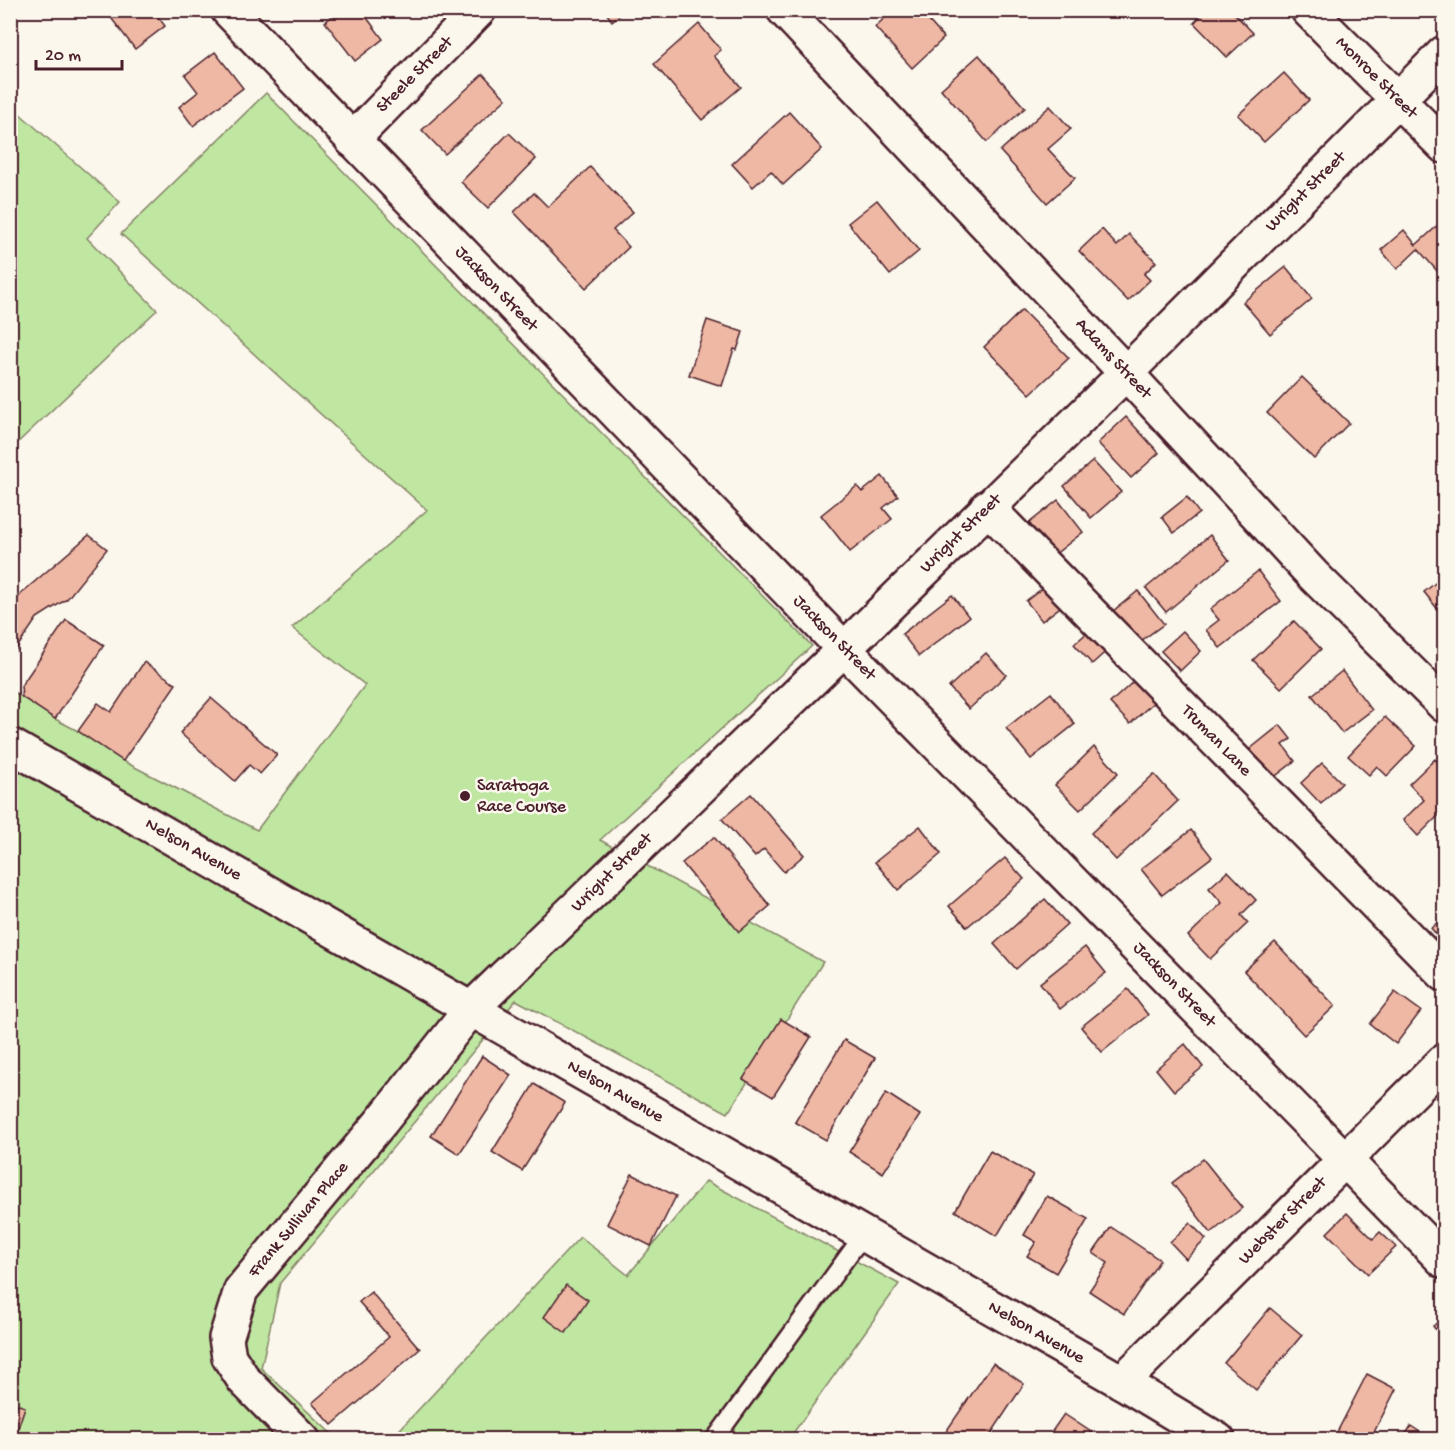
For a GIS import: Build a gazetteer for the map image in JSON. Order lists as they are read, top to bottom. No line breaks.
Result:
{"streets":{"street":["Steele Street","Monroe Street","Wright Street","Jackson Street","Adams Street","Truman Lane","Nelson Avenue","Frank Sullivan Place","Webster Street"]},"crossings":[["Steele Street","Jackson Street"],["Monroe Street","Wright Street"],["Wright Street","Jackson Street"],["Wright Street","Adams Street"],["Wright Street","Truman Lane"],["Wright Street","Nelson Avenue"],["Wright Street","Frank Sullivan Place"],["Jackson Street","Webster Street"],["Nelson Avenue","Frank Sullivan Place"],["Nelson Avenue","Webster Street"]],"places":["Saratoga Race Course"],"scale_bar":"20 m"}
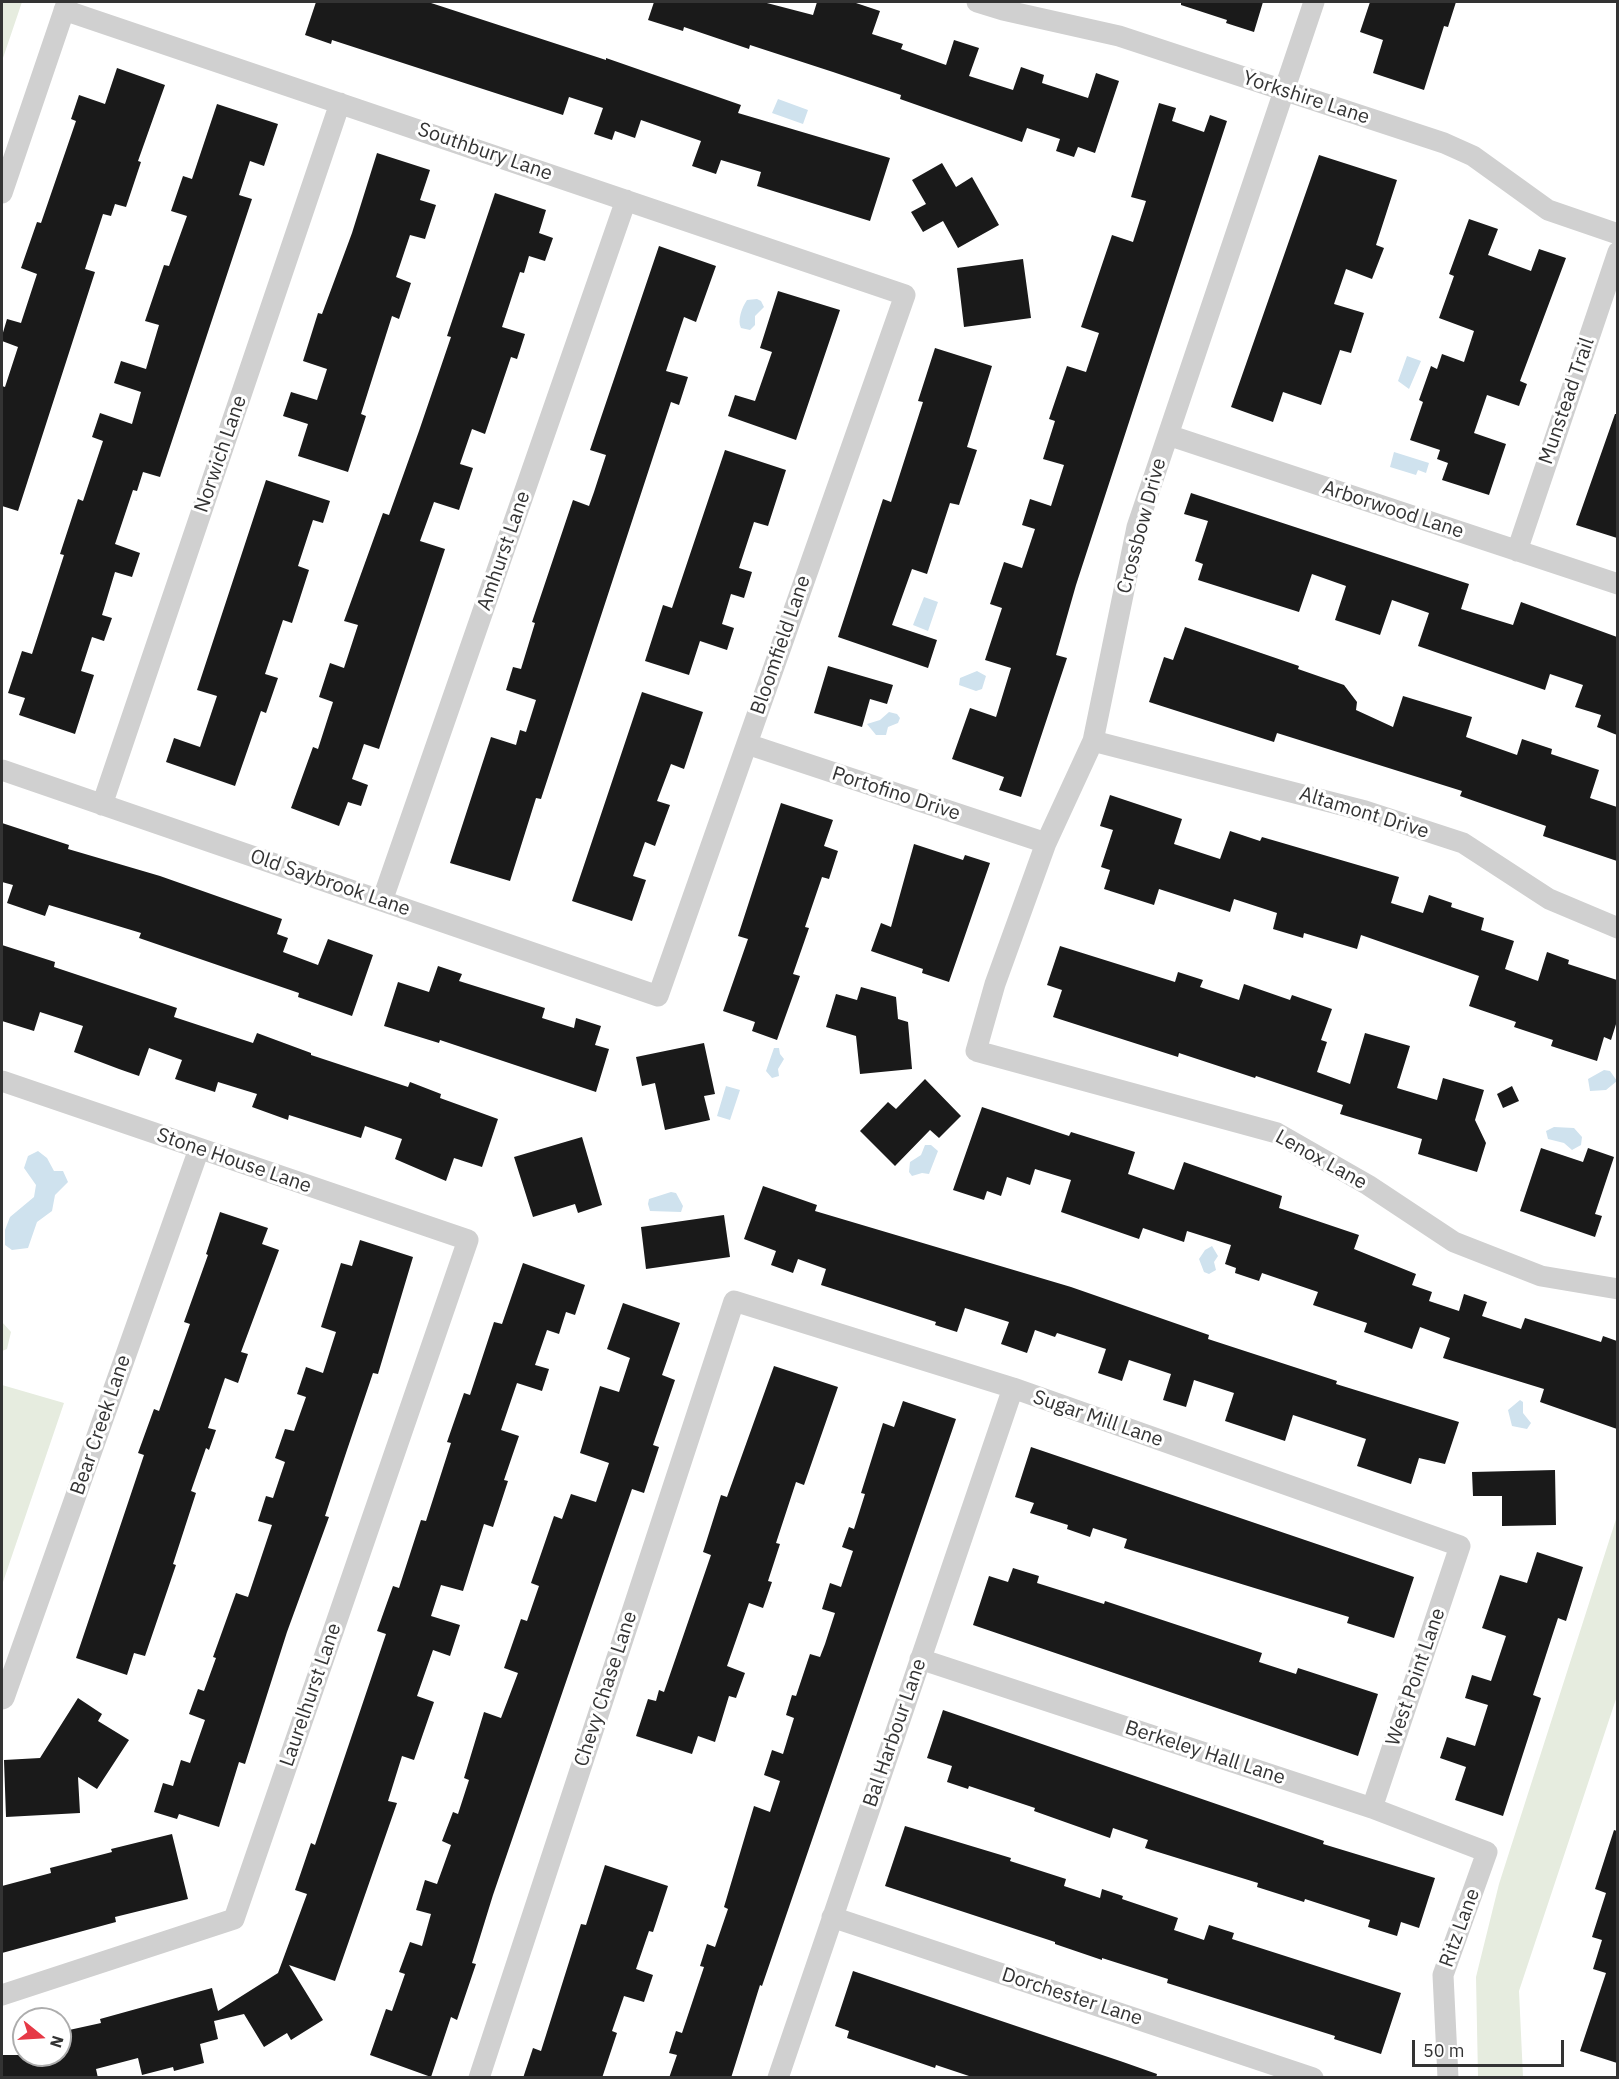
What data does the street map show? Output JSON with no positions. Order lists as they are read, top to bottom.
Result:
{
  "streets": {
    "street": [
      "Yorkshire Lane",
      "Southbury Lane",
      "Munstead Trail",
      "Norwich Lane",
      "Arborwood Lane",
      "Crossbow Drive",
      "Amhurst Lane",
      "Bloomfield Lane",
      "Portofino Drive",
      "Altamont Drive",
      "Old Saybrook Lane",
      "Lenox Lane",
      "Stone House Lane",
      "Sugar Mill Lane",
      "Bear Creek Lane",
      "West Point Lane",
      "Chevy Chase Lane",
      "Laurelhurst Lane",
      "Bal Harbour Lane",
      "Berkeley Hall Lane",
      "Ritz Lane",
      "Dorchester Lane"
    ]
  },
  "crossings": [
    ["Yorkshire Lane", "Crossbow Drive"],
    ["Southbury Lane", "Norwich Lane"],
    ["Southbury Lane", "Amhurst Lane"],
    ["Southbury Lane", "Bloomfield Lane"],
    ["Munstead Trail", "Arborwood Lane"],
    ["Norwich Lane", "Old Saybrook Lane"],
    ["Arborwood Lane", "Crossbow Drive"],
    ["Crossbow Drive", "Portofino Drive"],
    ["Crossbow Drive", "Altamont Drive"],
    ["Crossbow Drive", "Lenox Lane"],
    ["Amhurst Lane", "Old Saybrook Lane"],
    ["Bloomfield Lane", "Portofino Drive"],
    ["Bloomfield Lane", "Old Saybrook Lane"],
    ["Stone House Lane", "Bear Creek Lane"],
    ["Stone House Lane", "Laurelhurst Lane"],
    ["Sugar Mill Lane", "West Point Lane"],
    ["Sugar Mill Lane", "Chevy Chase Lane"],
    ["Sugar Mill Lane", "Bal Harbour Lane"],
    ["West Point Lane", "Berkeley Hall Lane"],
    ["Bal Harbour Lane", "Berkeley Hall Lane"],
    ["Bal Harbour Lane", "Dorchester Lane"],
    ["Berkeley Hall Lane", "Ritz Lane"]
  ],
  "scale_bar": "50 m",
  "north": "right"
}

What this task involves:
A word-for-word copy of the records is needed, one that contains no pictures.

Finished task:
For a GIS import: Build a gazetteer for the map image in JSON. Order lists as they are read, top to bottom. No line breaks.
Result:
{"streets":{"street":["Steele Street","Monroe Street","Wright Street","Jackson Street","Adams Street","Truman Lane","Nelson Avenue","Frank Sullivan Place","Webster Street"]},"crossings":[["Steele Street","Jackson Street"],["Monroe Street","Wright Street"],["Wright Street","Jackson Street"],["Wright Street","Adams Street"],["Wright Street","Truman Lane"],["Wright Street","Nelson Avenue"],["Wright Street","Frank Sullivan Place"],["Jackson Street","Webster Street"],["Nelson Avenue","Frank Sullivan Place"],["Nelson Avenue","Webster Street"]],"places":["Saratoga Race Course"],"scale_bar":"20 m"}
What data does the street map show? Output JSON with no positions. Order lists as they are read, top to bottom.
Result:
{
  "streets": {
    "street": [
      "Yorkshire Lane",
      "Southbury Lane",
      "Munstead Trail",
      "Norwich Lane",
      "Arborwood Lane",
      "Crossbow Drive",
      "Amhurst Lane",
      "Bloomfield Lane",
      "Portofino Drive",
      "Altamont Drive",
      "Old Saybrook Lane",
      "Lenox Lane",
      "Stone House Lane",
      "Sugar Mill Lane",
      "Bear Creek Lane",
      "West Point Lane",
      "Chevy Chase Lane",
      "Laurelhurst Lane",
      "Bal Harbour Lane",
      "Berkeley Hall Lane",
      "Ritz Lane",
      "Dorchester Lane"
    ]
  },
  "crossings": [
    ["Yorkshire Lane", "Crossbow Drive"],
    ["Southbury Lane", "Norwich Lane"],
    ["Southbury Lane", "Amhurst Lane"],
    ["Southbury Lane", "Bloomfield Lane"],
    ["Munstead Trail", "Arborwood Lane"],
    ["Norwich Lane", "Old Saybrook Lane"],
    ["Arborwood Lane", "Crossbow Drive"],
    ["Crossbow Drive", "Portofino Drive"],
    ["Crossbow Drive", "Altamont Drive"],
    ["Crossbow Drive", "Lenox Lane"],
    ["Amhurst Lane", "Old Saybrook Lane"],
    ["Bloomfield Lane", "Portofino Drive"],
    ["Bloomfield Lane", "Old Saybrook Lane"],
    ["Stone House Lane", "Bear Creek Lane"],
    ["Stone House Lane", "Laurelhurst Lane"],
    ["Sugar Mill Lane", "West Point Lane"],
    ["Sugar Mill Lane", "Chevy Chase Lane"],
    ["Sugar Mill Lane", "Bal Harbour Lane"],
    ["West Point Lane", "Berkeley Hall Lane"],
    ["Bal Harbour Lane", "Berkeley Hall Lane"],
    ["Bal Harbour Lane", "Dorchester Lane"],
    ["Berkeley Hall Lane", "Ritz Lane"]
  ],
  "scale_bar": "50 m",
  "north": "right"
}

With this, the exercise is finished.